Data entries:
◇ ◇ ◇
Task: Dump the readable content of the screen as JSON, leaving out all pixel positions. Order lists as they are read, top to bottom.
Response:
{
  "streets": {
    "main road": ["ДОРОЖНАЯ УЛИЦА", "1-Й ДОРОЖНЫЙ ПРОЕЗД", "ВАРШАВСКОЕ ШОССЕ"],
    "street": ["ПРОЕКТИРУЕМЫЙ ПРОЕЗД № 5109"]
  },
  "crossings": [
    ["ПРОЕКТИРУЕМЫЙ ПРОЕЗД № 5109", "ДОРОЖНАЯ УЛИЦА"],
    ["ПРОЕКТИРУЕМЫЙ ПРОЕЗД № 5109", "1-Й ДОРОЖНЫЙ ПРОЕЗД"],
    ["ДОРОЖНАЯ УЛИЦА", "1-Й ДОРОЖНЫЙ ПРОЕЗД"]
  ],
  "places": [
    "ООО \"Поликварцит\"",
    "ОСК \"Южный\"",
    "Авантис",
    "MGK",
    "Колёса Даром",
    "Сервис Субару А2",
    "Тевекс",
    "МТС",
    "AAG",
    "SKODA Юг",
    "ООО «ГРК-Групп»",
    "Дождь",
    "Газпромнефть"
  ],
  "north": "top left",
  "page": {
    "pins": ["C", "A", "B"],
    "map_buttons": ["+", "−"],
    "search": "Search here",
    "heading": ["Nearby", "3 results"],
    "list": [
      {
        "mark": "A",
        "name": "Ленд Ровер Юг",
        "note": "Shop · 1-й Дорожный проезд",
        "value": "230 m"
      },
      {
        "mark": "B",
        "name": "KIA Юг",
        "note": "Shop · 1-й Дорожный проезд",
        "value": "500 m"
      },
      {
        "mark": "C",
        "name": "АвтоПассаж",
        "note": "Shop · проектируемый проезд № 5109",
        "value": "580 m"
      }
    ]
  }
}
◇ ◇ ◇
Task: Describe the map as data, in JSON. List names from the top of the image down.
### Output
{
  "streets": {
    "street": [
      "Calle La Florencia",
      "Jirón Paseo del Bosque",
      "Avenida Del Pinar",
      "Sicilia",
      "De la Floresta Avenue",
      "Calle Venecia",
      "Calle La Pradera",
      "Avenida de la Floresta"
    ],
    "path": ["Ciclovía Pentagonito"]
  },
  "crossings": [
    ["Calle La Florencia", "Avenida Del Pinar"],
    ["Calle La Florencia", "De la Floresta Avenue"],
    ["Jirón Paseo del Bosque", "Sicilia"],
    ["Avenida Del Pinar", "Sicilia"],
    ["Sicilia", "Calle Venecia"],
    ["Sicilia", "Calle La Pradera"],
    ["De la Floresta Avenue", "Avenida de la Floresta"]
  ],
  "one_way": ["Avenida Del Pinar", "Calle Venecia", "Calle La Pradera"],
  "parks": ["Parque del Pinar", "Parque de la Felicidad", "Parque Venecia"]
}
◇ ◇ ◇
In the entries above, copy each line that contains the string "Paseo".

» Solution to this exercise:
      "Jirón Paseo del Bosque",
    ["Jirón Paseo del Bosque", "Sicilia"],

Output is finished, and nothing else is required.